(Saved entries)
====================
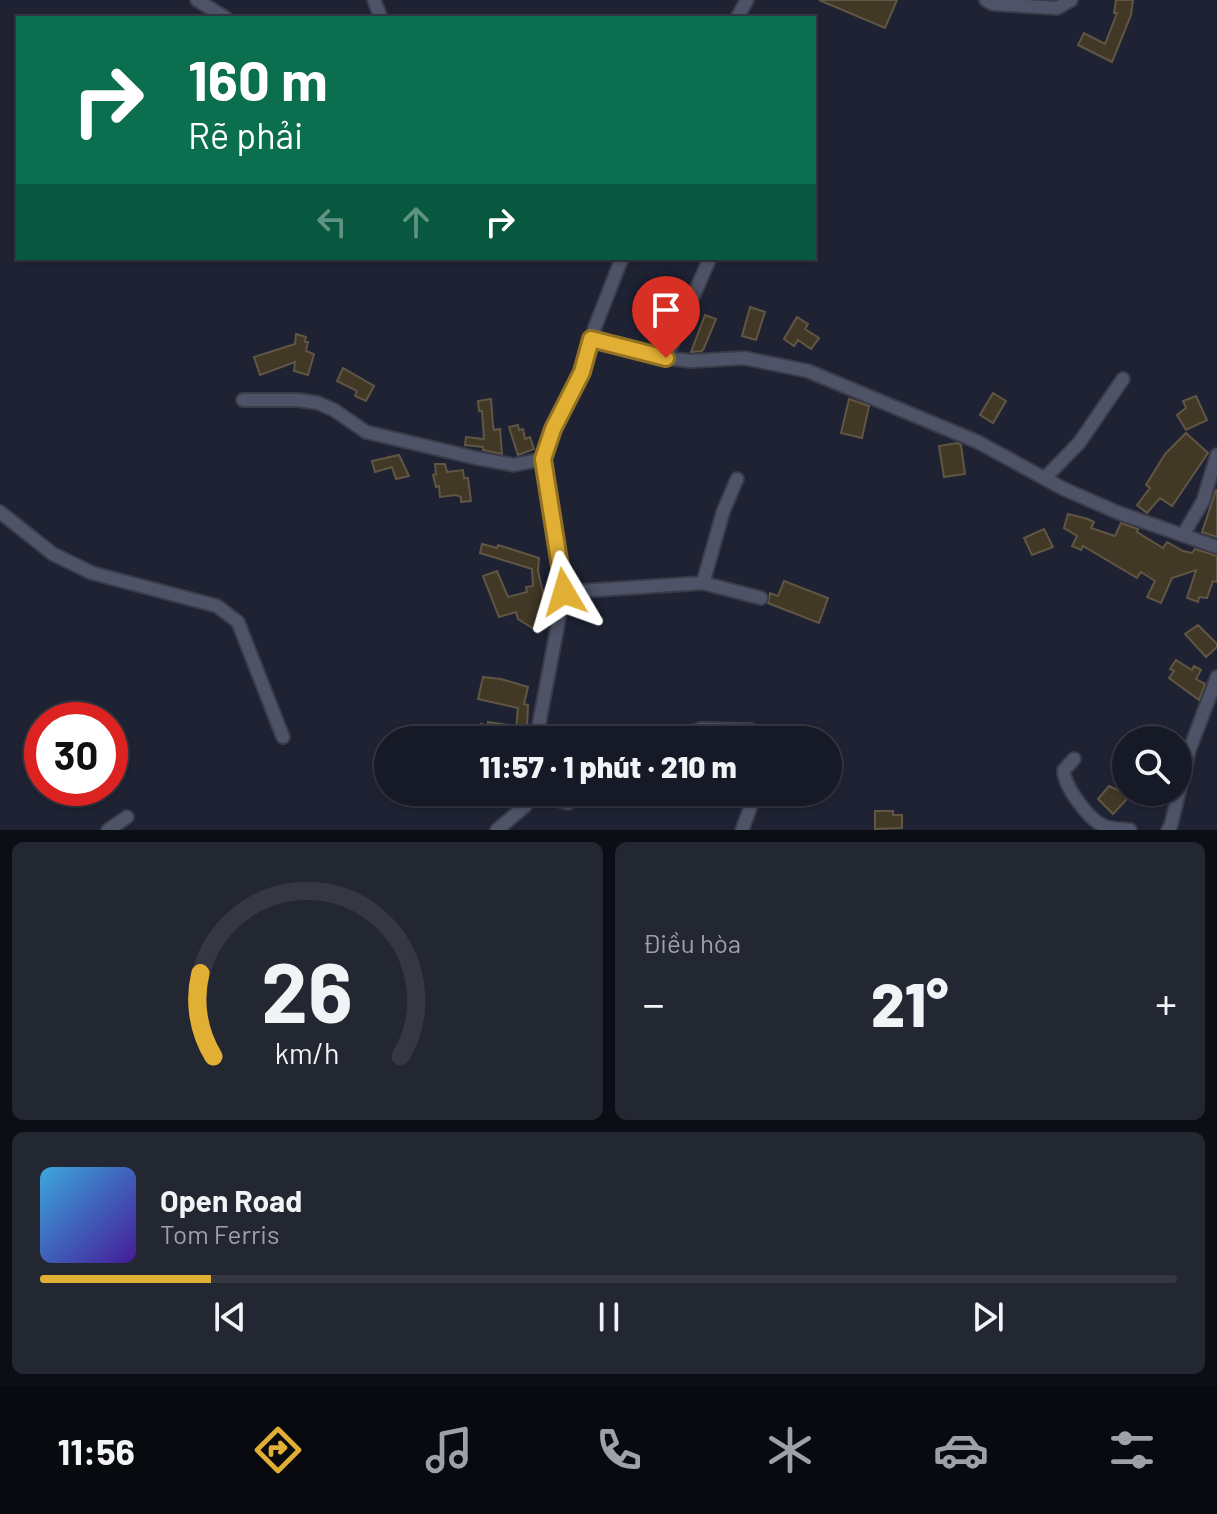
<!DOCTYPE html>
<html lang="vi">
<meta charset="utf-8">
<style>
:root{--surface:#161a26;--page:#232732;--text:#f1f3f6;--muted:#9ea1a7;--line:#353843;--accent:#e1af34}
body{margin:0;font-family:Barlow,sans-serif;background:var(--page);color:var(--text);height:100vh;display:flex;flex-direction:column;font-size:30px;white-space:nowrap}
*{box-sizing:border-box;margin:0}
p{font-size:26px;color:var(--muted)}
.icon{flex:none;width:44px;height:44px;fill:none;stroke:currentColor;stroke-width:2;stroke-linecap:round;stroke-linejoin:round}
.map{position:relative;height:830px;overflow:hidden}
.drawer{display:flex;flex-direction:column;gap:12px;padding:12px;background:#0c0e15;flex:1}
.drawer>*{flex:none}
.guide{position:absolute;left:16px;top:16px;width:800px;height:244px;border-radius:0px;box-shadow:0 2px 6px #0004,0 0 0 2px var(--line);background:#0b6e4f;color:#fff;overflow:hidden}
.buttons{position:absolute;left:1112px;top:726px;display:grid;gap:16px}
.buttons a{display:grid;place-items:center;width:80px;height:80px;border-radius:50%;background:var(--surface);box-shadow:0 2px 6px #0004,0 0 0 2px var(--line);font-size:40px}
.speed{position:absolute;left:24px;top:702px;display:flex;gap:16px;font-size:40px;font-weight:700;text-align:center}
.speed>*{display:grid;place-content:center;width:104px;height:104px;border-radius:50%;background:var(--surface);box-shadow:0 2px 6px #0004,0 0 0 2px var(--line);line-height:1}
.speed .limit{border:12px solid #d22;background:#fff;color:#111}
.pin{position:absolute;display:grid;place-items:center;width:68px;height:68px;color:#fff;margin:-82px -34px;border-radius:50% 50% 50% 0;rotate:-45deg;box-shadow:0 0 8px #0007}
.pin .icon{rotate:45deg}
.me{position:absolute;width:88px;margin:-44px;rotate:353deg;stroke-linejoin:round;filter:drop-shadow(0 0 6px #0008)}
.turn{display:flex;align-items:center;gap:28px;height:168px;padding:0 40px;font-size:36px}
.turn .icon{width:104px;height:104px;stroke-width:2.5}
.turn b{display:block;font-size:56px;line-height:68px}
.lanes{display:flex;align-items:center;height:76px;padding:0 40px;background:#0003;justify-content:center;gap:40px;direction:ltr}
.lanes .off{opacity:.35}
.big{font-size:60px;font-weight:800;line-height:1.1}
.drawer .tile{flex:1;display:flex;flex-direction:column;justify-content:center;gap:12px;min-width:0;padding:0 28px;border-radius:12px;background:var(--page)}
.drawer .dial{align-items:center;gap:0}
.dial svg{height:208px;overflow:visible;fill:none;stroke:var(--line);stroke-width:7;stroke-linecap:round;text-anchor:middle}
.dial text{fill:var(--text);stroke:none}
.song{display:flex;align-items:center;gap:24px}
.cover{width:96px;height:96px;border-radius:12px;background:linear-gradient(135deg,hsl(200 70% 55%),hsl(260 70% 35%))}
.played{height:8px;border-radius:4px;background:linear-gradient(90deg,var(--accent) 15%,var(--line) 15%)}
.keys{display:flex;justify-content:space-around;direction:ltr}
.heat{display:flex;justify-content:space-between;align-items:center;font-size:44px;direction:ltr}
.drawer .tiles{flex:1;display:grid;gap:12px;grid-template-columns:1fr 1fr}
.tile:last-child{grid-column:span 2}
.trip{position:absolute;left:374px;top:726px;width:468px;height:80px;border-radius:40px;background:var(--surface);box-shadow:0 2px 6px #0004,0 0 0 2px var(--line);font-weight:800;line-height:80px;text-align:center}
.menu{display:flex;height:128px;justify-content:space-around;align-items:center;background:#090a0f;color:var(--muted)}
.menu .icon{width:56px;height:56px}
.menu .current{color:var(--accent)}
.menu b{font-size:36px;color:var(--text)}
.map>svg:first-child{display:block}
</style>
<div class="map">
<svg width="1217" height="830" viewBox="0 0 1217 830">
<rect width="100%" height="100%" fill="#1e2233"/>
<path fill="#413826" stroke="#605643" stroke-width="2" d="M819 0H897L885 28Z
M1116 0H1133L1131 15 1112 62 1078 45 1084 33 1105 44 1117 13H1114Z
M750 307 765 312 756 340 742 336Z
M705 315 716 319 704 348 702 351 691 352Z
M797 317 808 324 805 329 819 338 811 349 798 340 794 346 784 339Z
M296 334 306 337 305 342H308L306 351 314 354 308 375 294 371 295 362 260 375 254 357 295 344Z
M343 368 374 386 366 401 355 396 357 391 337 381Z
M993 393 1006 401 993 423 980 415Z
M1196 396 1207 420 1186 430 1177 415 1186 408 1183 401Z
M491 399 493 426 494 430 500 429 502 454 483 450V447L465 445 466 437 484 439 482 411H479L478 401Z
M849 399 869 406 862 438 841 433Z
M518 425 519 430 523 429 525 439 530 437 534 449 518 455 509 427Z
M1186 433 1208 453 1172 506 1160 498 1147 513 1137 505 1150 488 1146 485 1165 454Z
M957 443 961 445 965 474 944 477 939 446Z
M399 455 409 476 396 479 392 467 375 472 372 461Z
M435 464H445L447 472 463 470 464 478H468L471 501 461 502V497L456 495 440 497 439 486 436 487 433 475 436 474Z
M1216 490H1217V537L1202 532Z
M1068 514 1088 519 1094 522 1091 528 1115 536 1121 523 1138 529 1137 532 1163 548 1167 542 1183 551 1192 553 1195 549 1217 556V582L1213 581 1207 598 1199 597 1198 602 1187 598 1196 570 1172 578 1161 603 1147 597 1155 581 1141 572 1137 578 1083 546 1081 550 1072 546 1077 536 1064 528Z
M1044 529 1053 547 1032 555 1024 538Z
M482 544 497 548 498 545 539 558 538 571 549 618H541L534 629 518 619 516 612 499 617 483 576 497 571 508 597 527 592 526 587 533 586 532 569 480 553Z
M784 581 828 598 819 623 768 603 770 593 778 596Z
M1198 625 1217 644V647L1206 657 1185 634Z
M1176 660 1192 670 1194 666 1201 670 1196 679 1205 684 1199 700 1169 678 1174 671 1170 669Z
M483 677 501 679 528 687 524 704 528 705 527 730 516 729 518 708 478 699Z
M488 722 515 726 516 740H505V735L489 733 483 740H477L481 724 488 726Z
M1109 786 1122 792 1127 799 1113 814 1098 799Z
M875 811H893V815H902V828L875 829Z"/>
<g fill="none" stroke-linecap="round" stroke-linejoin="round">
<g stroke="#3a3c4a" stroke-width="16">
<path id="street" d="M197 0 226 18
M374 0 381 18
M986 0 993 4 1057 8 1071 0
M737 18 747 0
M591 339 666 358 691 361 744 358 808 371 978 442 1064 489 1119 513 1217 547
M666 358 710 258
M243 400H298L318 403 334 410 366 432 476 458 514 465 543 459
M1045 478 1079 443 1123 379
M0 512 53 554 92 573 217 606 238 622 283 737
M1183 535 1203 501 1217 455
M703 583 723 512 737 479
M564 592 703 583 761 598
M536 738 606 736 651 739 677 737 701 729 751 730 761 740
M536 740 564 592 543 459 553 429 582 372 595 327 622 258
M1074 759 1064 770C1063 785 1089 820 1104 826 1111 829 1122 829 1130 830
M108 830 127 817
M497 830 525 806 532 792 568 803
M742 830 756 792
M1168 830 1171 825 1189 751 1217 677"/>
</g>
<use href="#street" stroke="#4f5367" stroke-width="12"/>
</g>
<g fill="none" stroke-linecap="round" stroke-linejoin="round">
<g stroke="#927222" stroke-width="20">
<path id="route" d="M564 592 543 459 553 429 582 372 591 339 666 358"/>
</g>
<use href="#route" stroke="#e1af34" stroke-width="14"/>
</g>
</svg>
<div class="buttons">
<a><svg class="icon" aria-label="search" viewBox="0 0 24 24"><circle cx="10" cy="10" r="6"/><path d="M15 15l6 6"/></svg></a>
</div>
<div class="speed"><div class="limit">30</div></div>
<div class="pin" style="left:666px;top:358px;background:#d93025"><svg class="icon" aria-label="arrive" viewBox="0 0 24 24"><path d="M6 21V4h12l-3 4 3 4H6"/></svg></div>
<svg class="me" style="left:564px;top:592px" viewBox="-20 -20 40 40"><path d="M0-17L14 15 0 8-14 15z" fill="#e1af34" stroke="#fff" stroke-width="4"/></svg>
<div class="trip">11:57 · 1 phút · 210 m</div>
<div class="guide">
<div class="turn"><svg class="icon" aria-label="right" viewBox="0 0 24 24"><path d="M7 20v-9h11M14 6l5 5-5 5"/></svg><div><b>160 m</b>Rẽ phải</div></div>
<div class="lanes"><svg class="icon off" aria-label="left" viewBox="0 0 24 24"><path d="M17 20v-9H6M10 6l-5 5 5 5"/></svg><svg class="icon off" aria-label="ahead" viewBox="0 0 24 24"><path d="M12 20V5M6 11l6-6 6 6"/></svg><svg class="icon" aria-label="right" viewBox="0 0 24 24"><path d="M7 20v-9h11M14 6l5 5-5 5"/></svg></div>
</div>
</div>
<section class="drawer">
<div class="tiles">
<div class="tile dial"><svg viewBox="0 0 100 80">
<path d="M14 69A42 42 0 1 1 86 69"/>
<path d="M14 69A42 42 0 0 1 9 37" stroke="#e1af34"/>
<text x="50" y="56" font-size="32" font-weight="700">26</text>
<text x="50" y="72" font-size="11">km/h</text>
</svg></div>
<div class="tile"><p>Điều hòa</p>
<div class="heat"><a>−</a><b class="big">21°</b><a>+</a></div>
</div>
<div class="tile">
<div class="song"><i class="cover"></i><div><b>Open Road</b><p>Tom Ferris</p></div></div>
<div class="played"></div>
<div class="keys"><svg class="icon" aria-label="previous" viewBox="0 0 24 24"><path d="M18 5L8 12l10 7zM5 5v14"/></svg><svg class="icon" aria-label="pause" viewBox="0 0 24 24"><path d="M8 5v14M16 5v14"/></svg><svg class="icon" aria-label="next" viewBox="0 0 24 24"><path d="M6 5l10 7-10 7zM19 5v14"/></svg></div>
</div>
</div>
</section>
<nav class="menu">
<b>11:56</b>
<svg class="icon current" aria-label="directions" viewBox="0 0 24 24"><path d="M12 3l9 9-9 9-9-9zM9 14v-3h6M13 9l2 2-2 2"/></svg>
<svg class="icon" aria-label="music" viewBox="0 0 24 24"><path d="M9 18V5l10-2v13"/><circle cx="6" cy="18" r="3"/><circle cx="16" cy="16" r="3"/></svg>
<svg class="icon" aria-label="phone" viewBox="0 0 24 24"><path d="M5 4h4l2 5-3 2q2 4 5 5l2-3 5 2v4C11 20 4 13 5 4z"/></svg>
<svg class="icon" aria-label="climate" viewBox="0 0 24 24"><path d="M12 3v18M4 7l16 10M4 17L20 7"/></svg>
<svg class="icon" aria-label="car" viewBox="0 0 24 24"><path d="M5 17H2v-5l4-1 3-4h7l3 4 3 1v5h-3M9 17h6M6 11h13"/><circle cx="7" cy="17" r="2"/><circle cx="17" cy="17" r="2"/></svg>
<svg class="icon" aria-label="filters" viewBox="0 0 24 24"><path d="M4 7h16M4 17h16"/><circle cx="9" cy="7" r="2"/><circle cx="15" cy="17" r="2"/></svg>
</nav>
====================
# WHAT IS BEING ASKED
Report each line of the records that holds the word "cover".

# RESULT OF THIS EXERCISE
.cover{width:96px;height:96px;border-radius:12px;background:linear-gradient(135deg,hsl(200 70% 55%),hsl(260 70% 35%))}
<div class="song"><i class="cover"></i><div><b>Open Road</b><p>Tom Ferris</p></div></div>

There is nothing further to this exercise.